_Task requirements_
Leave the pictures out and quote every line from the start of the listing to the line with "Dump the readable", inclusive.

_Entries provided_
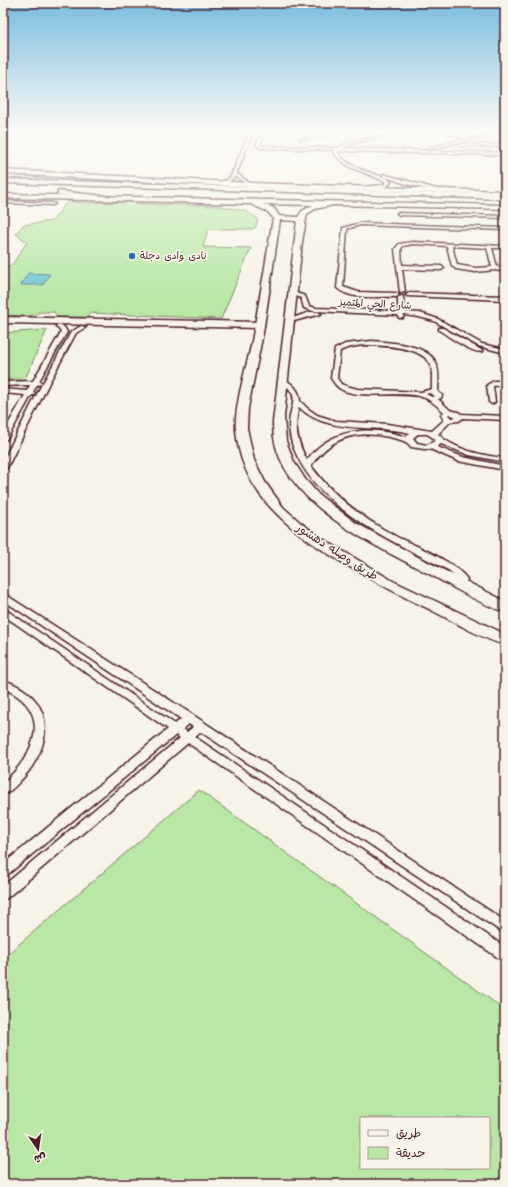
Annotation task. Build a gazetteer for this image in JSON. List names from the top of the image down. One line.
{"streets":{"main road":["طريق وصله دهشور"],"street":["شارع الحي المتميز"]},"places":["نادى وادى دجلة"],"legend":["طريق","حديقة"],"north":"bottom"}
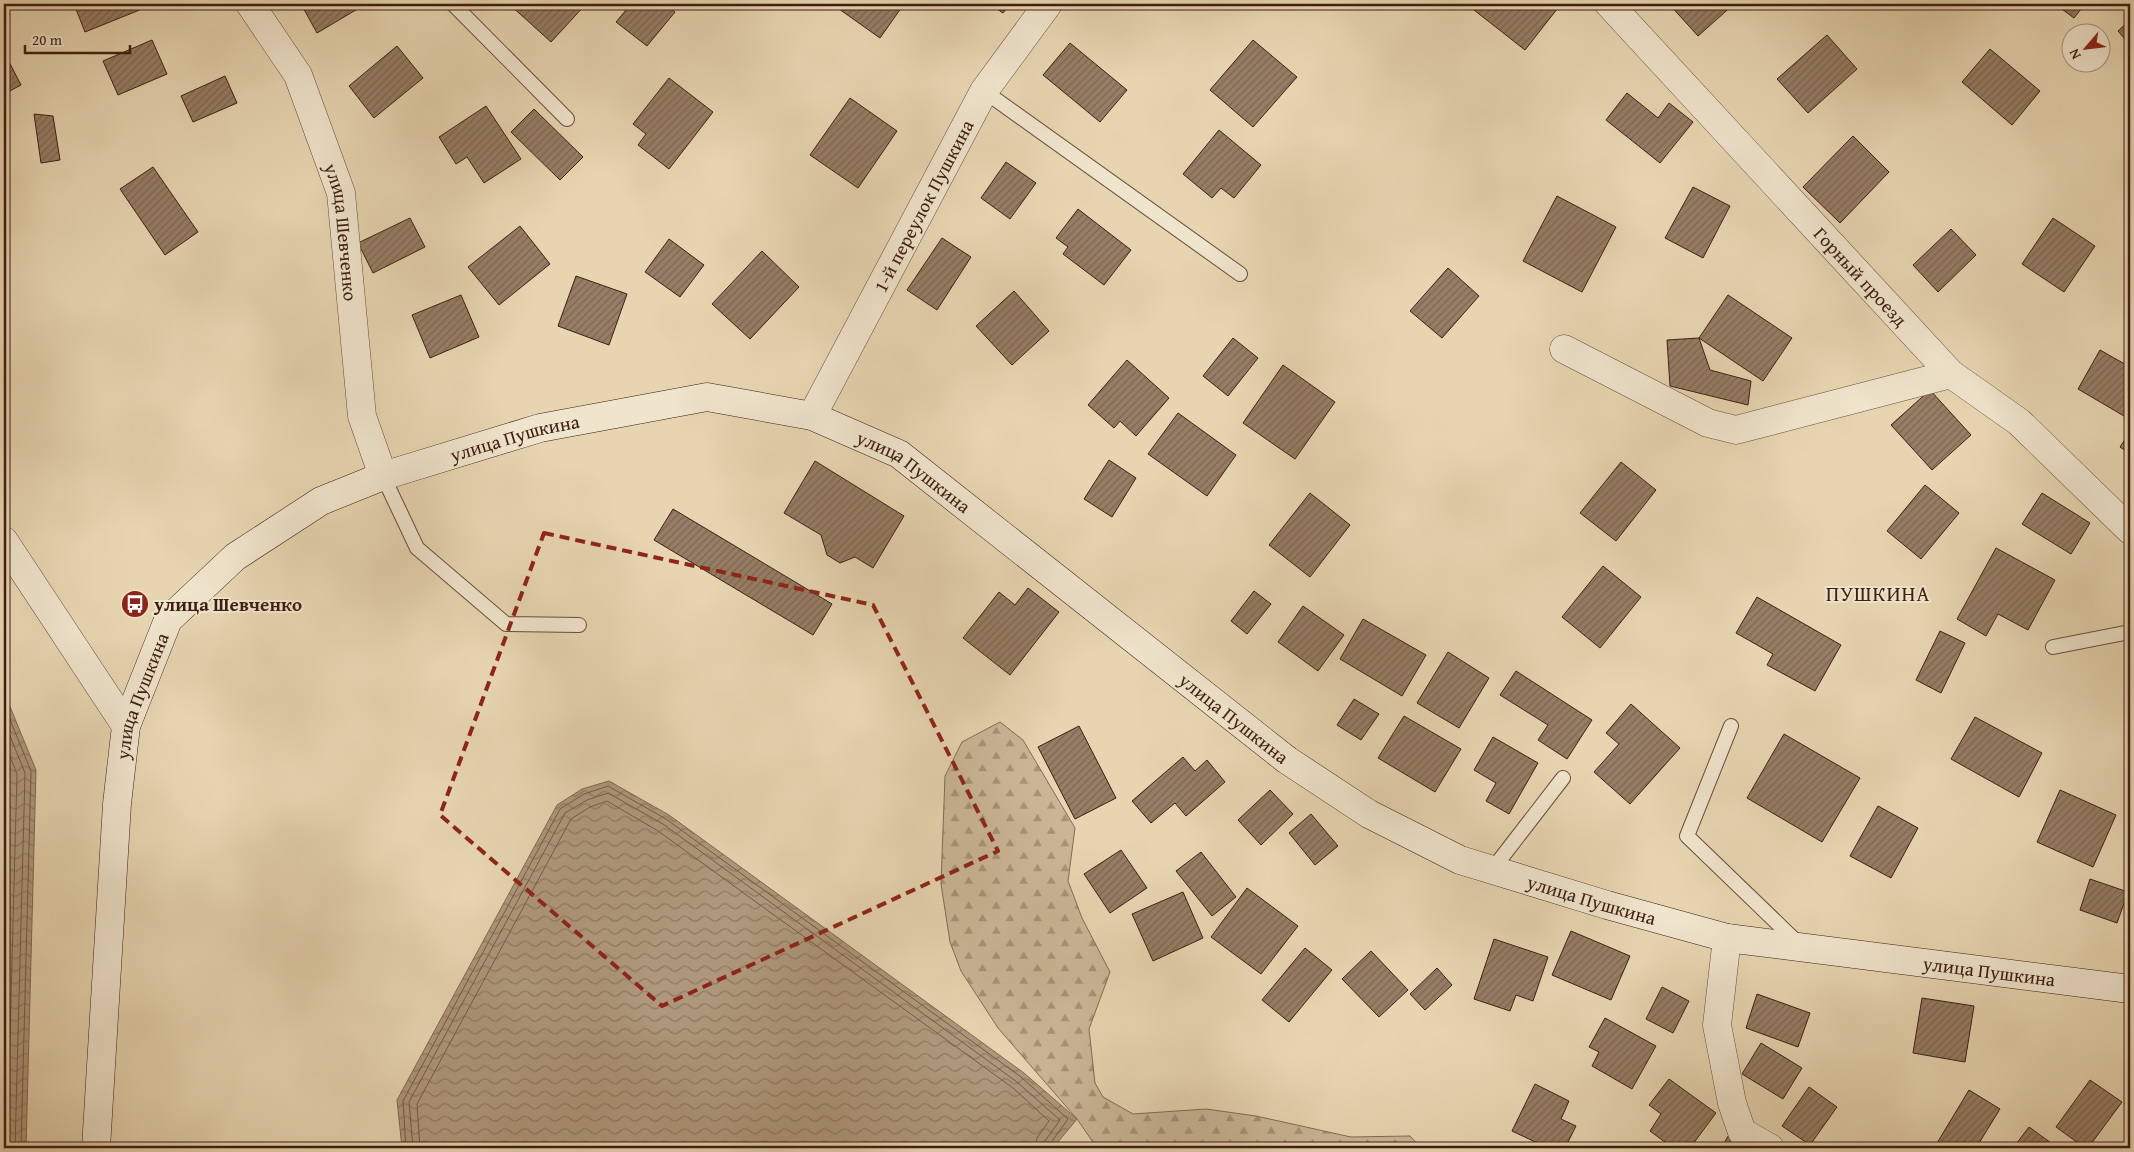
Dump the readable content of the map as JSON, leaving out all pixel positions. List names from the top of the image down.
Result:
{
  "streets": {
    "street": [
      "1-й переулок Пушкина",
      "улица Шевченко",
      "Горный проезд",
      "улица Пушкина"
    ]
  },
  "crossings": [
    ["1-й переулок Пушкина", "улица Пушкина"],
    ["улица Шевченко", "улица Пушкина"]
  ],
  "districts": ["ПУШКИНА"],
  "places": {
    "bus stop": ["улица Шевченко"]
  },
  "scale_bar": "20 m",
  "north": "bottom left"
}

_Reply_
Annotation task. Build a gazetteer for this image in JSON. List names from the top of the image down. One line.
{"streets":{"main road":["طريق وصله دهشور"],"street":["شارع الحي المتميز"]},"places":["نادى وادى دجلة"],"legend":["طريق","حديقة"],"north":"bottom"}
Dump the readable content of the map as JSON, leaving out all pixel positions. List names from the top of the image down.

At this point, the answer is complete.